Edgar (US Regulatory)




UNITED STATES
SECURITIES AND EXCHANGE COMMISSION
Washington, D.C. 20549
 

 
FORM 8-K
 

 
CURRENT REPORT
 
PURSUANT TO SECTION 13 OR 15(d) OF THE
SECURITIES EXCHANGE ACT OF 1934
 
January 7, 2010
Date of Report (Date of earliest event reported)
 
NATURAL BLUE RESOURCES, INC.
(Exact name of registrant as specified in its charter)
 
Delaware
333-128060
13-3134389
(State or other jurisdiction of incorporation or organization)
(Commission File Number)
(I.R.S. Employer Identification Number)
 
146 West Plant Street, Suite 300
Winter Garden, Florida 34787
(Address of principal executive office, including zip code)
 
(866) 739-3945
(Registrant’s telephone number, including area code)
 
Check the appropriate box below if the Form 8-K filing is intended to simultaneously satisfy the filing obligation of the registrant under any of the following provisions:
 
r    Written communications pursuant to Rule 425 under the Securities Act (17 CFR 230.425)

r    Soliciting material pursuant to Rule 14a-12 under the Exchange Act (17 CFR 240.14a-12)

r    Pre-commencement communications pursuant to Rule 14d-2(b) under the Exchange Act (17 CFR 240.14d-2(b))

r    Pre-commencement communications pursuant to Rule 13e-4(c) under the Exchange Act (17 CFR 240.13e-4(c))
 
 
 
 

 
 
Natural Blue Resources, Inc.
Form 8-K
 
Item 4.01.  Changes in Registrant’s Certifying Accountant.

On January 20, 2010, Natural Blue Resources, Inc., a Delaware corporation (“we” or the “Company”) dismissed Child, Van Wagoner & Bradshaw PLLC (“Child”) as our principal independent accountant, and on January 26, 2010 we engaged Cross, Fernandez & Riley, LLP (“CFR”) as our principal independent accountant to audit our consolidated financial statements.

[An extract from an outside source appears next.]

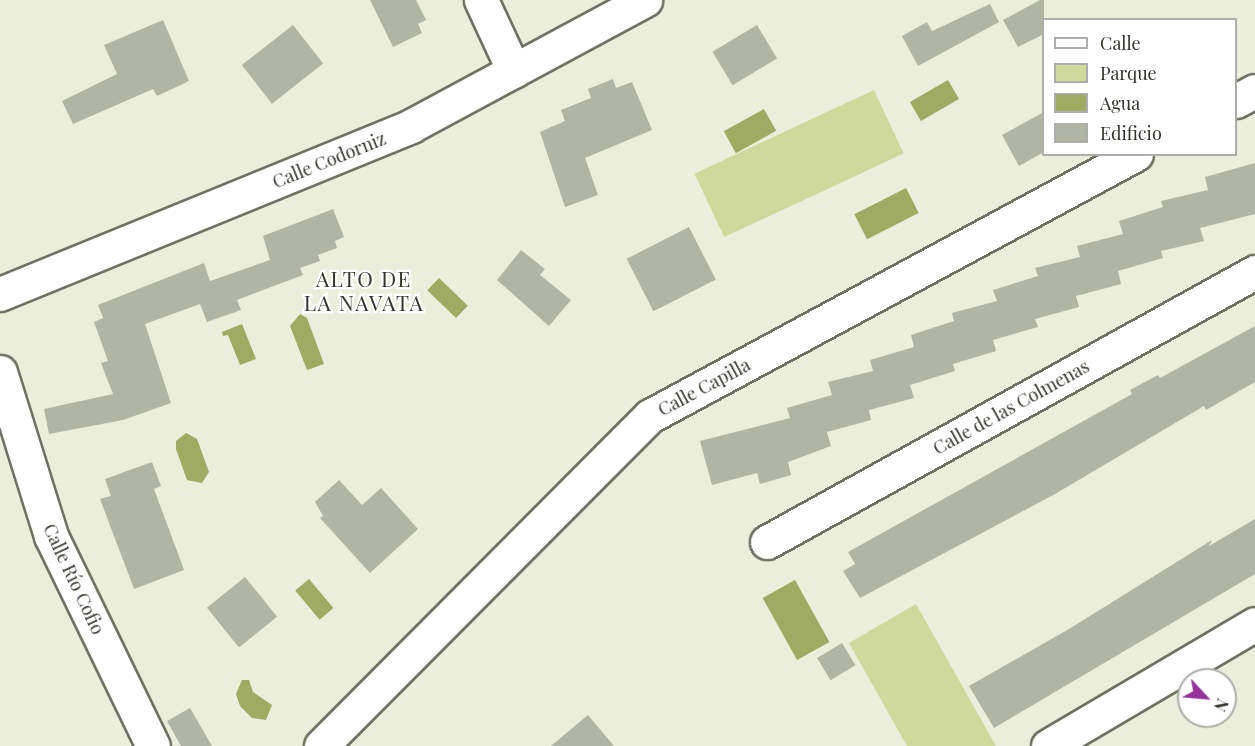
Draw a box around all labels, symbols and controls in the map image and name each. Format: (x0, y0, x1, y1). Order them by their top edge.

The decision to dismiss Child was approved by our Board of Directors.  Child’s report on our financial statements dated April 13, 2009 for the two fiscal years ended December 31, 2008 and 2007 did not contain an adverse opinion or a disclaimer of opinion, or qualification or modification as to uncertainty, audit scope, or accounting principles, except that Child’s report contained an explanatory paragraph in respect to the substantial doubt as to our ability to continue as a going concern.

During the Company’s two most recent fiscal years ended December 31, 2009 and 2008 and in the subsequent interim period through the date of dismissal on January 20, 2010, there were no disagreements, resolved or not, with Child on any matters of accounting principles or practices, financial statement disclosure, or auditing scope or procedure, which disagreements, if not resolved to the satisfaction of Child, would have caused them to make reference to the subject matter of the disagreements in connection with their report on the financial statements for such years.

During the Company’s two most recent fiscal years ended December 31, 2009 and 2008 and in the subsequent interim period through the date of dismissal of Child on January 20, 2010, there were no reportable events as described in Item 304(a)(1)(v) of Regulation S-K.

We provided Child with a copy of this Current Report on Form 8-K prior to its filing with the Securities and Exchange Commission (the “SEC”) and requested that Child furnish us with a letter addressed to the SEC stating whether it agrees with the statements made in this Current Report on Form 8-K, and if not, stating the respects in which it does not agree.  The letter from Child dated January 26, 2010 is filed as Exhibit 16.1 to this Current Report on Form 8-K.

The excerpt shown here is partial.